Domestic team information
- 1971–1972: Cambridge University

Career statistics
| Competition | First-class | List A |
| Matches | 12 | 4 |
| Runs scored | 60 | 6 |
| Batting average | 5.00 | 6.00 |
| 100s/50s | –/– | –/– |
| Top score | 13 | 2* |
| Balls bowled | 1,656 | 187 |
| Wickets | 23 | 2 |
| Bowling average | 37.04 | 56.50 |
| 5 wickets in innings | 1 | – |
| 10 wickets in match | – | – |
| Best bowling | 6/43 | 1/31 |
| Catches/stumpings | 2/– | –/– |
- Source: Cricinfo, 12 January 2022

= Michael Kendall =

English cricketer

Michael Philip Kendall (born 10 November 1949) is an English former first-class cricketer.

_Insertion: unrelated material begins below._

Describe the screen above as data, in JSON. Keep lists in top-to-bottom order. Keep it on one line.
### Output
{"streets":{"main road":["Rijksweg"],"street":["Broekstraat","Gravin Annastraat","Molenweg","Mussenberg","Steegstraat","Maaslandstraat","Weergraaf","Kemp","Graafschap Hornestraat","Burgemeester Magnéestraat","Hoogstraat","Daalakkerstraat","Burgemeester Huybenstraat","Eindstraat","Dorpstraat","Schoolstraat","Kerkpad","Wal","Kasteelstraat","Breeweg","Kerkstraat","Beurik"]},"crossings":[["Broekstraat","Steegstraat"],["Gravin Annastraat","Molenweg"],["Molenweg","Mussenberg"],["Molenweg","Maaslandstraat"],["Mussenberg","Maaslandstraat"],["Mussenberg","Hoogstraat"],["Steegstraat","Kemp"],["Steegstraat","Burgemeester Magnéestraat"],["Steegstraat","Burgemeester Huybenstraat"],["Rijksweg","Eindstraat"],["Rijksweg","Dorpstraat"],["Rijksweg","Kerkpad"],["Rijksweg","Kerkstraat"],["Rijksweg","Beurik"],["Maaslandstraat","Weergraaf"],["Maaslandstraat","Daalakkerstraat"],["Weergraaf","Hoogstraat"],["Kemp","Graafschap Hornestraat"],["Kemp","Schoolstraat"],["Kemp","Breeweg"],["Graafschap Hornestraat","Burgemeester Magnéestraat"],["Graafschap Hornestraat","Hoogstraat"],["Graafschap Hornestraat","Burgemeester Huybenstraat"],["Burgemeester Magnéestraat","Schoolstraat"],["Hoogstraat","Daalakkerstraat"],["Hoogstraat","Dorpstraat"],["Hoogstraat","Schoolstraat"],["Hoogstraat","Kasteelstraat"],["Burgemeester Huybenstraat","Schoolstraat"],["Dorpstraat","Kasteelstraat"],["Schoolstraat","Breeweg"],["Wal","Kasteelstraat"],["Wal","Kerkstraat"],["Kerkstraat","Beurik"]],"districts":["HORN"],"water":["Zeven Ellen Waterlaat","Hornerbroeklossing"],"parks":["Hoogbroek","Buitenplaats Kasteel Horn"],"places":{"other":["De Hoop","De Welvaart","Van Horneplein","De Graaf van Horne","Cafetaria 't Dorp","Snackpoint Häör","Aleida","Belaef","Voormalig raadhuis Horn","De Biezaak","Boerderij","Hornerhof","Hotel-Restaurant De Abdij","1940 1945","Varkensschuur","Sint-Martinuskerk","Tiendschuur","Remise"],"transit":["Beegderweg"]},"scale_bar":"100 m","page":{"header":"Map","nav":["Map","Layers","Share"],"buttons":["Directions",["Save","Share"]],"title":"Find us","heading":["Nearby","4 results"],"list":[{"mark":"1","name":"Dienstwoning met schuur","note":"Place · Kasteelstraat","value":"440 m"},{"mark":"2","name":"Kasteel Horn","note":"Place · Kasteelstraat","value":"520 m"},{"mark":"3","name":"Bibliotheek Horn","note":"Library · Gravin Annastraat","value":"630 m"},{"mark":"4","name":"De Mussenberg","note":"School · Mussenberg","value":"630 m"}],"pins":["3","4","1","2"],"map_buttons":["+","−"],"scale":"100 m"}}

Kendall was born at Canterbury in November 1949. He later studied at Jesus College at the University of Cambridge. While studying at Cambridge, he played first-class cricket for Cambridge University Cricket Club in 1971 and 1972, making twelve appearances. Playing as a left-arm medium pace bowler in the Cambridge side, he took 23 wickets at an average of 37.04. He took one five wicket haul, with figures of 6 for 43 against Oxford University at Lord's in The University Match of 1972. As a tailend batsman, he scored 60 runs with a highest score of 13. He also played four List A one-day matches for Cambridge in the 1972 Benson & Hedges Cup, taking 2 wickets across these matches.